Exercise: In the data that follows, count each line with the string "overflow"; the reply is the number only.

(Records from a data collection)
* * *
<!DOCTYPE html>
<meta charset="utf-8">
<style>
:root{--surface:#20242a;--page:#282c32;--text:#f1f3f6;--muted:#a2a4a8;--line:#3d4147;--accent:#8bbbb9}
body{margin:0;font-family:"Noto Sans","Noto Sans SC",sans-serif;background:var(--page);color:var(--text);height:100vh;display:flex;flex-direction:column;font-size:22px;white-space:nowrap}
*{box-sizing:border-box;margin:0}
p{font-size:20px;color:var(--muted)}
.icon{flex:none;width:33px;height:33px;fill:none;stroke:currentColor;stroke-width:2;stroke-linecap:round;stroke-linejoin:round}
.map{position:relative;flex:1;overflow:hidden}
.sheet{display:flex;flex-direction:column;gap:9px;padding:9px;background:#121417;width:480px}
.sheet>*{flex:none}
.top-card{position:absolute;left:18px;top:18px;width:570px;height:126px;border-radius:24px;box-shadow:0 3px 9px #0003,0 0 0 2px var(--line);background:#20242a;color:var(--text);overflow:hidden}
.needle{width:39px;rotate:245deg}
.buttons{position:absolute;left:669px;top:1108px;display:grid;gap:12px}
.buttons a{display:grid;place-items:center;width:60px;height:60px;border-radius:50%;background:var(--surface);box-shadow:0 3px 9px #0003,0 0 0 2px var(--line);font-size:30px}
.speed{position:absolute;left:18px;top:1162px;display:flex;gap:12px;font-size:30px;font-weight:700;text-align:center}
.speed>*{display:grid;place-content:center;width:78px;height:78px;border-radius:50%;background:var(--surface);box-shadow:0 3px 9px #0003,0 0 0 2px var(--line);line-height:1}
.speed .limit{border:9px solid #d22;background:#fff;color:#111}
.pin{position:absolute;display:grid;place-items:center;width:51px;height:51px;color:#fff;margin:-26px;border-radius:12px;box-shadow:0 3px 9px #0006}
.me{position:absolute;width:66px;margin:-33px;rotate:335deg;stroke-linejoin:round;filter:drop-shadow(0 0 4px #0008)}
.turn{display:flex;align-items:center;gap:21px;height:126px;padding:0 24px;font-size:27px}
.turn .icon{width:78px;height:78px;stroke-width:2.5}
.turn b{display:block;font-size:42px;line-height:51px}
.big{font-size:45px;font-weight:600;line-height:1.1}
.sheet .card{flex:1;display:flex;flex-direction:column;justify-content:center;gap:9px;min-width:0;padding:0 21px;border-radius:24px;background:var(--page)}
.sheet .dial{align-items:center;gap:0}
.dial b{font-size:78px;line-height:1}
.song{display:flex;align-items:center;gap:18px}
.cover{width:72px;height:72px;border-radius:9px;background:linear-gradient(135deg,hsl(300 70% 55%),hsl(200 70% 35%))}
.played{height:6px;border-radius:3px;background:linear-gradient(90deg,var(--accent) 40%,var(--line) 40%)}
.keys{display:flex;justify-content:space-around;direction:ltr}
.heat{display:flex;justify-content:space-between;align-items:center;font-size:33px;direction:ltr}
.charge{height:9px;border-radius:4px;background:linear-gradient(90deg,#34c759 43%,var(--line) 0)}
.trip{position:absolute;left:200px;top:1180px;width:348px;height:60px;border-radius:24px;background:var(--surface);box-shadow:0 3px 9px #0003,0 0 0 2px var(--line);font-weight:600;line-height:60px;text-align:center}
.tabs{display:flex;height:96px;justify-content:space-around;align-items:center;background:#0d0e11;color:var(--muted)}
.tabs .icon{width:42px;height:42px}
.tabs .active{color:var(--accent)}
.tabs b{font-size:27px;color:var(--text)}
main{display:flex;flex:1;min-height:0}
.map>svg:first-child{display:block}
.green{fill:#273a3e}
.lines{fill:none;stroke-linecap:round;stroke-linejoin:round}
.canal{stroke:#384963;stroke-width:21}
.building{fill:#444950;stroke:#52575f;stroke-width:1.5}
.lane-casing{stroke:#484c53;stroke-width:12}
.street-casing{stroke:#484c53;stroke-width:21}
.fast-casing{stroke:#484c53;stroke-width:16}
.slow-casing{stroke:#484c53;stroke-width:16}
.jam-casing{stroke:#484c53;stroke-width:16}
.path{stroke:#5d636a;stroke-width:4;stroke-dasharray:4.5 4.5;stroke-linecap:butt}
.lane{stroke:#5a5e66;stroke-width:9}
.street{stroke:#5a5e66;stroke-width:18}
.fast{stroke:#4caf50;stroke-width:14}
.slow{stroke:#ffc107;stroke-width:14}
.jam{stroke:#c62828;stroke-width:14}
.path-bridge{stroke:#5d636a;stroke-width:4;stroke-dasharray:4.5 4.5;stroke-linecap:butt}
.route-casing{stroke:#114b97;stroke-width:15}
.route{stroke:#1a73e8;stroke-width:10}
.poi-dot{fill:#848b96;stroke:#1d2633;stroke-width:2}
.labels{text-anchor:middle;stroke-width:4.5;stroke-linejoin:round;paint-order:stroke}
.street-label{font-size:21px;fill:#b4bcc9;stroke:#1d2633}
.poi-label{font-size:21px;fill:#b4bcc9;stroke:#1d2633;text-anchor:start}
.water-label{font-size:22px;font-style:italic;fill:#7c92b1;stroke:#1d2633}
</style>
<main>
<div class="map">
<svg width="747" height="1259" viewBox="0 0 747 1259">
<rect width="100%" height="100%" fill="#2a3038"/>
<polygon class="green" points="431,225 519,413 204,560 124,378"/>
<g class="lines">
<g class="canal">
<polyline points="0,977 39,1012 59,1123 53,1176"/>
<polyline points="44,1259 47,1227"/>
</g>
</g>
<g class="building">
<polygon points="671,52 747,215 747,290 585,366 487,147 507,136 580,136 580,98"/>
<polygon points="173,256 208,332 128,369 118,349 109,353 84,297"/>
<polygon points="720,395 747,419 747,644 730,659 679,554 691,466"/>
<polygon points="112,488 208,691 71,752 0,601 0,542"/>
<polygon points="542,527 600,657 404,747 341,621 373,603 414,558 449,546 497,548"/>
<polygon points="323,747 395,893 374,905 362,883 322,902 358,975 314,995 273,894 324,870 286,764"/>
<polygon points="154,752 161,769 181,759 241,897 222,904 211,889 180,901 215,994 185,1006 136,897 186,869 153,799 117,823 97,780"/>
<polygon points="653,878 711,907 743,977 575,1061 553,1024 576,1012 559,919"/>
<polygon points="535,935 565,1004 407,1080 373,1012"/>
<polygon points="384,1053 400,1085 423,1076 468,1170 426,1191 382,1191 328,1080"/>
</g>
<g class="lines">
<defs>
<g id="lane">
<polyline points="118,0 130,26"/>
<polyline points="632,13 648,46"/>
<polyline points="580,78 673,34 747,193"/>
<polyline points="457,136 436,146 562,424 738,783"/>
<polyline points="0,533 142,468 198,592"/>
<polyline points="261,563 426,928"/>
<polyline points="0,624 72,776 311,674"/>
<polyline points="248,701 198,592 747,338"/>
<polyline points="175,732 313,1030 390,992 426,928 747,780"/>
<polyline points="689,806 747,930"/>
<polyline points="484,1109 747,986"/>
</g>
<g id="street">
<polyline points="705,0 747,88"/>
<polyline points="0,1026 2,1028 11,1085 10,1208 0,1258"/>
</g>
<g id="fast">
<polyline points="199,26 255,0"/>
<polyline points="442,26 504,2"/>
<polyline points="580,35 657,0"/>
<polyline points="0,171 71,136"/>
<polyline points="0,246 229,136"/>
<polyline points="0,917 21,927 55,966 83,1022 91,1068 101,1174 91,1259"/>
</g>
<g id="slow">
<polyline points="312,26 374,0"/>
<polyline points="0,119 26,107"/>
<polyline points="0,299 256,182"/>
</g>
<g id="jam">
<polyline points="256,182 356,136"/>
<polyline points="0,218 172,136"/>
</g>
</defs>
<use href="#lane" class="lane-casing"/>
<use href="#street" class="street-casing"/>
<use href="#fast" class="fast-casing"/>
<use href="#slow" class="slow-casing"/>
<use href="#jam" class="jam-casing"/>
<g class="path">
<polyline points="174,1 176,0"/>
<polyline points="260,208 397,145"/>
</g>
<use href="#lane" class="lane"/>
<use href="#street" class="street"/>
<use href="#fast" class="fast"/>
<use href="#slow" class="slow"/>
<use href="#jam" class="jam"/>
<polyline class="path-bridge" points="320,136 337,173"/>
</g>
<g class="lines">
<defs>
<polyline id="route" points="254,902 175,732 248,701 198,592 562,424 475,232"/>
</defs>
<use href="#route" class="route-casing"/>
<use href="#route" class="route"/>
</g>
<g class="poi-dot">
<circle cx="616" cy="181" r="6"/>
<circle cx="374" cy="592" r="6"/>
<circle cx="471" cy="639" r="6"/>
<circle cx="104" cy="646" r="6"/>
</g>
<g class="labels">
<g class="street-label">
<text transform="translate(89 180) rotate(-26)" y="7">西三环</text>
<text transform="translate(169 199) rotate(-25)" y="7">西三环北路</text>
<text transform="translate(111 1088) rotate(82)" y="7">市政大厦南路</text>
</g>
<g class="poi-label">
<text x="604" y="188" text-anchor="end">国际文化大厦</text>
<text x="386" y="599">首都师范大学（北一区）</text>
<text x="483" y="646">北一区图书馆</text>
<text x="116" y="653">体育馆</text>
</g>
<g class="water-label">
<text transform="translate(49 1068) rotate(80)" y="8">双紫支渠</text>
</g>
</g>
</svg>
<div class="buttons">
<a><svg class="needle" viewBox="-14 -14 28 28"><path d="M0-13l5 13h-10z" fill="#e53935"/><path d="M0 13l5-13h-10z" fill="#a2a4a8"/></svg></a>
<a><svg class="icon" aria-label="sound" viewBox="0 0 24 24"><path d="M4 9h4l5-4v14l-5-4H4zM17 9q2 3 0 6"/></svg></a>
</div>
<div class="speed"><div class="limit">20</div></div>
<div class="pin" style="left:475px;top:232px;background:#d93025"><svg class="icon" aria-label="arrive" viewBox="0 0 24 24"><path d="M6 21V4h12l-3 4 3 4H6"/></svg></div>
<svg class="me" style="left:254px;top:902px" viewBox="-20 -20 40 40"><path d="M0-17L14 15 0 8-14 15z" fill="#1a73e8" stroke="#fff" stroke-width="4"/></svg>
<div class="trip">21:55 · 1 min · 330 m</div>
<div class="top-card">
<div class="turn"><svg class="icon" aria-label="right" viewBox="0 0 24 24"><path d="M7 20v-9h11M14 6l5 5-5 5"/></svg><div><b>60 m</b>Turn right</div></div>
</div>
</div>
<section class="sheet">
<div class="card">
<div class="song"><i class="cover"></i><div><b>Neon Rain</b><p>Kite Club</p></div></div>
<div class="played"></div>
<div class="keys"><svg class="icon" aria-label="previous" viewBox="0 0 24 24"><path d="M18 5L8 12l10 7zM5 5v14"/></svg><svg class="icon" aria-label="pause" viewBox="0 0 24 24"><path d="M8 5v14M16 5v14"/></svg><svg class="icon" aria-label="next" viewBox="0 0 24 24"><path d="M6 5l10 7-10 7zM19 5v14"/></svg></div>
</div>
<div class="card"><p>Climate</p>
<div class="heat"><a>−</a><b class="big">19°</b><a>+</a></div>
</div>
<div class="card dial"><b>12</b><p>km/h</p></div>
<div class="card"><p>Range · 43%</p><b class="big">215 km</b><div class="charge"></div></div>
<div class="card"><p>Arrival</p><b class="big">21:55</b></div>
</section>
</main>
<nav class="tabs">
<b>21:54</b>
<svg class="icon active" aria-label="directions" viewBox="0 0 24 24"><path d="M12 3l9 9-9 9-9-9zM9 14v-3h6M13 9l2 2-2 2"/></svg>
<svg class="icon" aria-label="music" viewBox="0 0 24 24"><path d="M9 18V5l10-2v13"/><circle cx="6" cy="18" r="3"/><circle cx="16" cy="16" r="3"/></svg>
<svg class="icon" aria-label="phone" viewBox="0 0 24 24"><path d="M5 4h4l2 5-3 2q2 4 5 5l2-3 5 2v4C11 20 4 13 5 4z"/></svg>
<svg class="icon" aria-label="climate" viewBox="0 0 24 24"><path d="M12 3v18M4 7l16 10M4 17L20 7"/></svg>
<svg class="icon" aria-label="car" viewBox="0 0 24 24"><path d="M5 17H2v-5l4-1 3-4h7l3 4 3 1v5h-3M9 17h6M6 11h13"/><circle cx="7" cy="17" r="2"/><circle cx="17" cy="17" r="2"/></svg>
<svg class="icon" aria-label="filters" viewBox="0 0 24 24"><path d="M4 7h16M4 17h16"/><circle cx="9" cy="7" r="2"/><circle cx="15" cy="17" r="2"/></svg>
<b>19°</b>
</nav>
* * *
Finished task: 2